Each line of the entries below that holds "road" is needed, copied in full.

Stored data

◆ ◆ ◆

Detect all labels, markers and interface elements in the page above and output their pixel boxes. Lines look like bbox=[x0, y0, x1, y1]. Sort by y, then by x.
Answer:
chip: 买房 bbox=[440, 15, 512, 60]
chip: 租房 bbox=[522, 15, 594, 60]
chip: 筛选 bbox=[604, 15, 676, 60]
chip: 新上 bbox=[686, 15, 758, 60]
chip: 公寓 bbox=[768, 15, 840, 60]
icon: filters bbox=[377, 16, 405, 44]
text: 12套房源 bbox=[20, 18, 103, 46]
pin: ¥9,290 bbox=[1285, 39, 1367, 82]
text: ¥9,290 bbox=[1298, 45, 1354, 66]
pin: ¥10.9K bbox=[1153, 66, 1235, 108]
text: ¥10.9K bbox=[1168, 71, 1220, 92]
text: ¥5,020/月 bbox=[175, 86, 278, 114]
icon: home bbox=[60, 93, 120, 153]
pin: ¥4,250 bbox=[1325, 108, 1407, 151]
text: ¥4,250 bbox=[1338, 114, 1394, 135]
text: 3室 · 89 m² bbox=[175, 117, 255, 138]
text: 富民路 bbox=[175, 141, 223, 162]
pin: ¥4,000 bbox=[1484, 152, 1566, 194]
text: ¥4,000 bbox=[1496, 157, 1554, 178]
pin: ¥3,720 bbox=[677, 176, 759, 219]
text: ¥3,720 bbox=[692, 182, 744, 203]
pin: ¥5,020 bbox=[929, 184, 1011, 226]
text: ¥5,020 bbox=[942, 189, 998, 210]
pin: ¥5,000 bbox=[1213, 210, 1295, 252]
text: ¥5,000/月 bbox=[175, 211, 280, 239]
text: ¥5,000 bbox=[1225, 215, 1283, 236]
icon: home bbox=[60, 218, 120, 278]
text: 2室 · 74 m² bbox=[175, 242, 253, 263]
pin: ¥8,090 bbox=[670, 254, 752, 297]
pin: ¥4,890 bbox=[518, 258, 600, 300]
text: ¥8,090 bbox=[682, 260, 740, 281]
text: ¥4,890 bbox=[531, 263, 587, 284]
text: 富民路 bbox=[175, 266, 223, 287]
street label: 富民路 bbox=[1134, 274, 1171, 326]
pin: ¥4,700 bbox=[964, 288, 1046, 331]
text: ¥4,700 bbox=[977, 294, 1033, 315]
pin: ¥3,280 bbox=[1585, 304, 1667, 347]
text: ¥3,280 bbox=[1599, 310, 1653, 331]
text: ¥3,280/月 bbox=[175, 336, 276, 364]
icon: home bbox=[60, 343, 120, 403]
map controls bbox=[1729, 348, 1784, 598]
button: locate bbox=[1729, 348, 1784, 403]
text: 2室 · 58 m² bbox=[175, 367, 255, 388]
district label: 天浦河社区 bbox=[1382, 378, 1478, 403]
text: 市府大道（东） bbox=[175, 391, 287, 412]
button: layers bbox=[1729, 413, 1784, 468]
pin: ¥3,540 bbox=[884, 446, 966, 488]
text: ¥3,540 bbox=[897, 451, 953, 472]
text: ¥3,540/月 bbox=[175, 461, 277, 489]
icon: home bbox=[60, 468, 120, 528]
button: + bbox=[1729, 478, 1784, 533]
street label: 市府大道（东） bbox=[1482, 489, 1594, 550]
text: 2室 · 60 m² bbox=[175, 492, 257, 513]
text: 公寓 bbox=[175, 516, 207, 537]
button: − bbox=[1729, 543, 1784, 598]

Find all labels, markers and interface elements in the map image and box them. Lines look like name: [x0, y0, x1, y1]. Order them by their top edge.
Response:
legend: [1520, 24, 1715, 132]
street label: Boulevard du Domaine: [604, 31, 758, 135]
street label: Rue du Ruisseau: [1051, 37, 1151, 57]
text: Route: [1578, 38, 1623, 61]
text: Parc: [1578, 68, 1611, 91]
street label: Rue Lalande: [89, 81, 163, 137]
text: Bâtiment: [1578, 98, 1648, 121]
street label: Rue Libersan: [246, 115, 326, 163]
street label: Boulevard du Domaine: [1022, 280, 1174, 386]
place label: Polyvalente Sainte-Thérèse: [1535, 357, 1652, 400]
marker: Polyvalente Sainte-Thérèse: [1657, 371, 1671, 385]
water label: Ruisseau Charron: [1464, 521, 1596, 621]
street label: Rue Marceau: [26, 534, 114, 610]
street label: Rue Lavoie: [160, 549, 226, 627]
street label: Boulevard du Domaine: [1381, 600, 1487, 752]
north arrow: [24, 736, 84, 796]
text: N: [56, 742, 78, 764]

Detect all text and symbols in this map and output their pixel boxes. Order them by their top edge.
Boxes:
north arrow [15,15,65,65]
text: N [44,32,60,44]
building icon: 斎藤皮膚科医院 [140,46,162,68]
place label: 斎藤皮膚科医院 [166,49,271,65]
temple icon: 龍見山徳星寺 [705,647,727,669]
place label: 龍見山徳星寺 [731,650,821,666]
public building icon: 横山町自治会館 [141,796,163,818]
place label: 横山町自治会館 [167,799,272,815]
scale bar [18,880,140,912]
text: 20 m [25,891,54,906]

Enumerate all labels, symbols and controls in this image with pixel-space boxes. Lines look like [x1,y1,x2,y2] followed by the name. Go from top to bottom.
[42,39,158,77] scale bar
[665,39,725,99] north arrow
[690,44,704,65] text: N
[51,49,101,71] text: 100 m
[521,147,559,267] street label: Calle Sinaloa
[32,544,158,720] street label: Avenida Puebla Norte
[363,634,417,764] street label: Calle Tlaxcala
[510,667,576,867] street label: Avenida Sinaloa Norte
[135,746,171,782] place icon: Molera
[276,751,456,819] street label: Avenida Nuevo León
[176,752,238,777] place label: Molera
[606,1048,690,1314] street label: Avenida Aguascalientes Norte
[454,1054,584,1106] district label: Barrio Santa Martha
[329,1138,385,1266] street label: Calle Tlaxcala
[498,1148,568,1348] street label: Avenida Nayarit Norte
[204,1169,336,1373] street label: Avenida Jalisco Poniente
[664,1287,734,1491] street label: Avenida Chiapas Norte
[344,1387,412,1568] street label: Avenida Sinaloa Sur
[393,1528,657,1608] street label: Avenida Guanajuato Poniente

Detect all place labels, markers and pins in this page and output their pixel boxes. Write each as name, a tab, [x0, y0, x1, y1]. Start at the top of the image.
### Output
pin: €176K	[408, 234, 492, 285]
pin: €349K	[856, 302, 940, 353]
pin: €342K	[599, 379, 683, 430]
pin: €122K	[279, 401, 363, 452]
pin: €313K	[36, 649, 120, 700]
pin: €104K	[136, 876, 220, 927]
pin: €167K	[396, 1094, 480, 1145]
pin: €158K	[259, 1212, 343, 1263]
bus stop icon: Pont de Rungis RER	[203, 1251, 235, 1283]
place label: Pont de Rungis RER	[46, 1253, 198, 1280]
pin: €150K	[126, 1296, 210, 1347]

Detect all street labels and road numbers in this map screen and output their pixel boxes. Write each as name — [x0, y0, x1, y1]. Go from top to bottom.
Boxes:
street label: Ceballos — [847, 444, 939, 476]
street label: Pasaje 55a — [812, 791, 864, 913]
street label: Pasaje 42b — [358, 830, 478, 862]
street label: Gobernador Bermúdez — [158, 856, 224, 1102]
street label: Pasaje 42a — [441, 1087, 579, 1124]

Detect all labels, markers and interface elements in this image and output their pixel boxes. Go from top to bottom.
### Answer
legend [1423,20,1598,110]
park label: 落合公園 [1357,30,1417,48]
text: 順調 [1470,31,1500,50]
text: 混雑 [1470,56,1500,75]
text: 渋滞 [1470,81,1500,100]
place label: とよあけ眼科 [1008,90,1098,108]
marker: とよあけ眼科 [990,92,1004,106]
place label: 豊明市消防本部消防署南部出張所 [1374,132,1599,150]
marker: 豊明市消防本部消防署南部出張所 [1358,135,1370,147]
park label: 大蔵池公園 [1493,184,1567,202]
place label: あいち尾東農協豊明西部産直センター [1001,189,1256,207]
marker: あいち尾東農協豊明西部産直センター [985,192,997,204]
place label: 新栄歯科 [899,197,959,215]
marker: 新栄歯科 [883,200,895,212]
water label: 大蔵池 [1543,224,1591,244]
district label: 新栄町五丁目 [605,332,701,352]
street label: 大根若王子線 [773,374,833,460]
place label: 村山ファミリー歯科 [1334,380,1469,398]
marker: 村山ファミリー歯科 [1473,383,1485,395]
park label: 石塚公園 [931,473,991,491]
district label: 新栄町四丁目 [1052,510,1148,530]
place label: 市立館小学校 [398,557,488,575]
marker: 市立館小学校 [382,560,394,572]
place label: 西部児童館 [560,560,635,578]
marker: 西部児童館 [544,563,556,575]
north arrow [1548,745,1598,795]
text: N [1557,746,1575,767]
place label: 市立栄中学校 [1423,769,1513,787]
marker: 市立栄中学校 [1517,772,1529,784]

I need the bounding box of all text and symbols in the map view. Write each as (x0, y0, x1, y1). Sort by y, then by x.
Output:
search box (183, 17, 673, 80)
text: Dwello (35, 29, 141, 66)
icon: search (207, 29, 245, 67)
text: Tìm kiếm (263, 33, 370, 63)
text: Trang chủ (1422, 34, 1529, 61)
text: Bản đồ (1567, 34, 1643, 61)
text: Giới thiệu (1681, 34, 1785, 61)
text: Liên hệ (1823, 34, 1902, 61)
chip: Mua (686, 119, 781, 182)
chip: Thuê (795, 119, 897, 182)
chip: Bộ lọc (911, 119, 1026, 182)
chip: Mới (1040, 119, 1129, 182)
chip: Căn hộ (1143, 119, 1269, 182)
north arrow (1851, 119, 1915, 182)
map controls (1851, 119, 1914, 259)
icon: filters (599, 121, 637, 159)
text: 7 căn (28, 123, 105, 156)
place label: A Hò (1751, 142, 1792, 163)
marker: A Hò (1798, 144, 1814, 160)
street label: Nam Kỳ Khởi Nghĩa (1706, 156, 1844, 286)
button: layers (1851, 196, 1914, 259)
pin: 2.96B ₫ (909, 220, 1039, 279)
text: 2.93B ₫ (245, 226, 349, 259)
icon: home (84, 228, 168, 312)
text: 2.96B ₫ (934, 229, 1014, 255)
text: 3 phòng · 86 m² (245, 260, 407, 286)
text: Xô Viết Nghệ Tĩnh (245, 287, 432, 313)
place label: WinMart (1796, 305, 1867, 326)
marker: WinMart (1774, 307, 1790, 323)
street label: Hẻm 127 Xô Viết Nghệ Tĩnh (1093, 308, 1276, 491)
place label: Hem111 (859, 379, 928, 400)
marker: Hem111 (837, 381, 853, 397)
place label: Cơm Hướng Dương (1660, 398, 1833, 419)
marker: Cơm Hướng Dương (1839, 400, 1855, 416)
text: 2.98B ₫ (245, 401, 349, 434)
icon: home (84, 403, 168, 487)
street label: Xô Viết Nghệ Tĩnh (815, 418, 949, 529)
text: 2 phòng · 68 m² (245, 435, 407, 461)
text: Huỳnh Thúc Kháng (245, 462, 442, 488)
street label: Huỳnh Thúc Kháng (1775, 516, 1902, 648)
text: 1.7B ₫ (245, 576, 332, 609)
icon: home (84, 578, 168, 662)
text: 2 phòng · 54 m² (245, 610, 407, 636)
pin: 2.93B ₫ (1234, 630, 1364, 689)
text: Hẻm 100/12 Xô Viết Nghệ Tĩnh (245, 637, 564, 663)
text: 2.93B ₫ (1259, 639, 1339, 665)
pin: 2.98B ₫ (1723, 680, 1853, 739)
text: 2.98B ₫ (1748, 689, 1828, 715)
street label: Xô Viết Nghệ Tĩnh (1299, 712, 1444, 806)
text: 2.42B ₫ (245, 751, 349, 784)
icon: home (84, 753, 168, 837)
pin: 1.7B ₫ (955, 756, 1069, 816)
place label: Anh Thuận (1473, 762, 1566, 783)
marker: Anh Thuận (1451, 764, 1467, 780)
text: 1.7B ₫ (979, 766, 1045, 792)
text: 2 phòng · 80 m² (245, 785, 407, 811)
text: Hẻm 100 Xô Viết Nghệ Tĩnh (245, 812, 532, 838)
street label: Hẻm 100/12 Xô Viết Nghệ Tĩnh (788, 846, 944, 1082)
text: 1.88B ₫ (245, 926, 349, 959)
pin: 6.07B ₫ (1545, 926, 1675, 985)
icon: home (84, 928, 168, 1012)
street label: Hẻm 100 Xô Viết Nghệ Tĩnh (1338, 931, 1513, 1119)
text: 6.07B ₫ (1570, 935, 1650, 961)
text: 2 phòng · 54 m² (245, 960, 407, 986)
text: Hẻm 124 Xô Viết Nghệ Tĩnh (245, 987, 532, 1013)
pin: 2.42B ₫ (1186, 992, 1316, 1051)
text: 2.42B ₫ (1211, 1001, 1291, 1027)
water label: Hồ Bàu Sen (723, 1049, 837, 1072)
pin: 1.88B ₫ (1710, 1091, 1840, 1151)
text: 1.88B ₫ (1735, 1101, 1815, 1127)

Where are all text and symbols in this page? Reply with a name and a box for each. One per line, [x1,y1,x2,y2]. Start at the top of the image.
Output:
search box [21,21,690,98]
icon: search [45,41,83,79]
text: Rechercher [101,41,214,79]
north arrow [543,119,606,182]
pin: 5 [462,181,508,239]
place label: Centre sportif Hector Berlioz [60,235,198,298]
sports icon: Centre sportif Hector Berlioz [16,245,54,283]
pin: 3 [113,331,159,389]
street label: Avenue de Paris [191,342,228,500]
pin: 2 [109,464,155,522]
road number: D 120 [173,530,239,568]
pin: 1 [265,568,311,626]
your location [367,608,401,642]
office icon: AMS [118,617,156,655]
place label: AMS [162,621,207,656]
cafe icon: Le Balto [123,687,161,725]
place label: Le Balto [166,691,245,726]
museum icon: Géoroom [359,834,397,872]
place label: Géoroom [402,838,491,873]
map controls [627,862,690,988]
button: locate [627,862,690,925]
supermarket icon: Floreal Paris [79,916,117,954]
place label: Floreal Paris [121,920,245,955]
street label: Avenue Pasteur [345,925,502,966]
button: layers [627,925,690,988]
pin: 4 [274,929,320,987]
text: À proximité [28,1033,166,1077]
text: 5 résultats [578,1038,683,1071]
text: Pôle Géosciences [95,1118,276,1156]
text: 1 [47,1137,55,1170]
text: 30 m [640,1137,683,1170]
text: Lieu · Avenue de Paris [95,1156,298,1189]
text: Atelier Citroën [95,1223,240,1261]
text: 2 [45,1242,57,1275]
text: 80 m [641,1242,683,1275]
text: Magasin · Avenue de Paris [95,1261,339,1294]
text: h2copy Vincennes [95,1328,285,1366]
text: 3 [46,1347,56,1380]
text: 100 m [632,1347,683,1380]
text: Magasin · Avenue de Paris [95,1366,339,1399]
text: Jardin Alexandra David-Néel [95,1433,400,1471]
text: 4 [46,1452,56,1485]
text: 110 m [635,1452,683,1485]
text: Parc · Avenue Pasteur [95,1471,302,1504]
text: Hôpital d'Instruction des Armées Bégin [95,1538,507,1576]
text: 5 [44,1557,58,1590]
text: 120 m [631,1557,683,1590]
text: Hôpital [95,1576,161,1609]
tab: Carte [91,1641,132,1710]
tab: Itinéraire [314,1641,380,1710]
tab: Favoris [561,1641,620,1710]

◆ ◆ ◆

> _WRITTEN RESPONSE_:
Detect all street labels and road numbers in this map screen and output their pixel boxes. Write each as name — [x0, y0, x1, y1]. Go from top to bottom.
road number: D 120 [173,530,239,568]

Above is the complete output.